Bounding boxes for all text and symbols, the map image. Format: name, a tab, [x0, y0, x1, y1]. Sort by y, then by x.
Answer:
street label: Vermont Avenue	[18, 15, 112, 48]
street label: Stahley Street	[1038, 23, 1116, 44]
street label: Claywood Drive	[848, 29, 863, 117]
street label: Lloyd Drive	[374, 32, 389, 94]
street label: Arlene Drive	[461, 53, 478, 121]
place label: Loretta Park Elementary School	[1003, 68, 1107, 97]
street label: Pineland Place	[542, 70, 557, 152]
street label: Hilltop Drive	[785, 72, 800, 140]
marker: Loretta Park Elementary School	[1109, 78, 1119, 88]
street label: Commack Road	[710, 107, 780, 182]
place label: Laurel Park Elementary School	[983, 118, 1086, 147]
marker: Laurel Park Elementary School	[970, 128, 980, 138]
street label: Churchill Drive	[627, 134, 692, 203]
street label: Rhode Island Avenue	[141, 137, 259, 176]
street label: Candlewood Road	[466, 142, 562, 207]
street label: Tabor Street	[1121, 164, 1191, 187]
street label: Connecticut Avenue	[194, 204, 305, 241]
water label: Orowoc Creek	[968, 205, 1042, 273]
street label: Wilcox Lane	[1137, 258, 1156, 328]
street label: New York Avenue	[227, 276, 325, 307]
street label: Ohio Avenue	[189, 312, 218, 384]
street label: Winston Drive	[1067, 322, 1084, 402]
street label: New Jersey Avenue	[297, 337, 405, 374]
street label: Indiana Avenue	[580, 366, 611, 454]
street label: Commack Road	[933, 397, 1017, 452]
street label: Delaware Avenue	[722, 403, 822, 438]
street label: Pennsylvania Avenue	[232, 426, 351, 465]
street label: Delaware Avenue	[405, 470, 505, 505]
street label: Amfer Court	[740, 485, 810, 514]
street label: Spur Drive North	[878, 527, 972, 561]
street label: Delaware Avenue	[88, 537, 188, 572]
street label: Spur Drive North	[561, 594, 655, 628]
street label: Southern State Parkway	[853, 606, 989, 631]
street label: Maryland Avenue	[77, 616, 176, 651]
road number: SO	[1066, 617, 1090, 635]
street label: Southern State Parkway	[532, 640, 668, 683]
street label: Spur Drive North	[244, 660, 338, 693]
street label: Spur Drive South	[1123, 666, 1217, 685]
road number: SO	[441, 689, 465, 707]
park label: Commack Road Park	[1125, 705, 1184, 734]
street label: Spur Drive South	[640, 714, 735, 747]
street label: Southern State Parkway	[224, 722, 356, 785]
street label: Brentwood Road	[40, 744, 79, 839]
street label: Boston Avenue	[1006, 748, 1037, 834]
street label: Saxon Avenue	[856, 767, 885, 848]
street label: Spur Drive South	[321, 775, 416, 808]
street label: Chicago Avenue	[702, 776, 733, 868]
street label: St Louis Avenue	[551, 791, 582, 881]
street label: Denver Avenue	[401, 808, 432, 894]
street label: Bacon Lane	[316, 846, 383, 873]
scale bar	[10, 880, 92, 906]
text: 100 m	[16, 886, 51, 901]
::::
== Task instructions ==
Go through the records and report each line that contains "Loretta".

== Answer for the task ==
place label: Loretta Park Elementary School	[1003, 68, 1107, 97]
marker: Loretta Park Elementary School	[1109, 78, 1119, 88]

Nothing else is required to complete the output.